Here's an example. The group membership `%in%` operator (part of base R, not `dplyr`) is used to determine whether the values in one vector occurs among the values in a second vector. It's used like this: `vec1 %in% vec2`. This returns a vector where the values are `TRUE` if an element of `vec1` is in `vec2`, and `FALSE` otherwise. We can use the `%in%` operator with `filter` to select to subset rows by the values of one or more variables:
```{r}
sub_storms_tbl <- filter(storms_tbl, name %in% c("Roxanne", "Marilyn", "Dolly"))
# print the output
sub_storms_tbl $ name
```
## Reording observations with `arrange`
We use `arrange` to __reorder the rows__ of an object containing our data. This is sometimes used when we want to inspect a dataset to look for associations among the different variables. This is hard to do if they are not ordered. Basic usage of `arrange` looks like this:
```{r, eval=FALSE}
arrange(data_set, vname1, vname2, ...)
```
Yes, this is pseudo-code.
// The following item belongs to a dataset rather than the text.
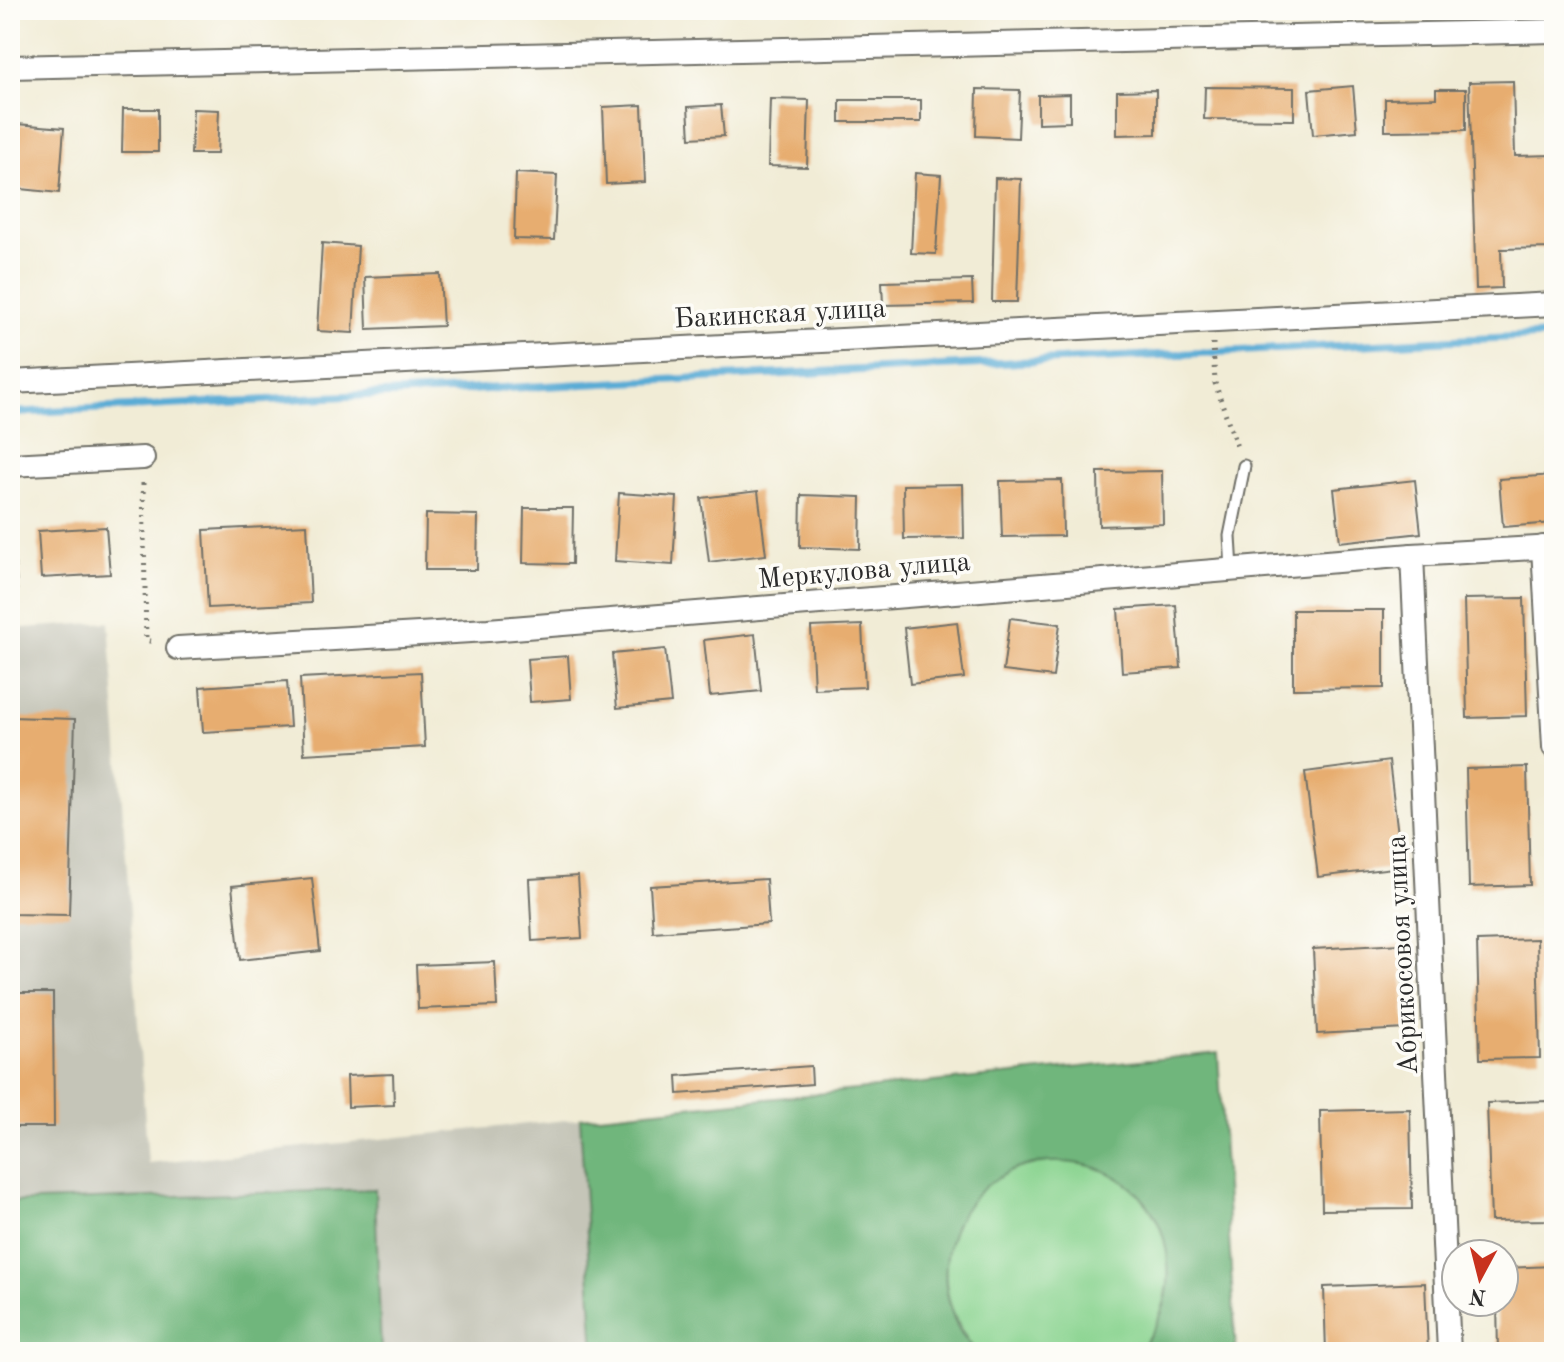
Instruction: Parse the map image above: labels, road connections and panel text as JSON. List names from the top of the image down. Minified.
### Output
{"streets":{"street":["Бакинская улица","Меркулова улица","Абрикосовоя улица"]},"crossings":[["Меркулова улица","Абрикосовоя улица"]],"north":"bottom"}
As always, the first argument, `data_set`, is the name of the object containing our data. We then include a series of one or more additional arguments, where each of these should be the name of a variable in `data_set`: `vname1` and `vname2` are names of the first two ordering variables, and the `...` is acting as placeholder for the remaining variables.
To see `arrange` in action, let's construct a new version of `storms_tbl` where the rows have been reordered first by `wind`, and then by `pressure`:
```{r}
arrange(storms_tbl, wind, pressure)
```
This creates a new version of `storms_tbl` where the rows are sorted according to the values of `wind` and `pressure` in ascending order -- i.e. from smallest to largest. Since `wind` appears before `pressure` among the arguments, the values of `pressure` are only used to break ties within any particular value of `wind`.
For the sake of avoiding any doubt about how `arrange` works, let's quickly review its behaviour:
* The variable names used as arguments of `arrange` are not surrounded by quotes.
* The `arrange` function did not change the original `iris_tbl` in any way.
* The `arrange` function will return the same kind of data object it is working on.
There isn't much else we need to to learn about `arrange`. By default, it sorts variables in ascending order. If we need it to sort a variable in descending order, we wrap the variable name in the `desc` function:
```{r}
arrange(storms_tbl, wind, desc(pressure))
```
This creates a new version of `storms_tbl` where the rows are sorted according to the values of `wind` and `pressure`, in ascending and descending order, respectively.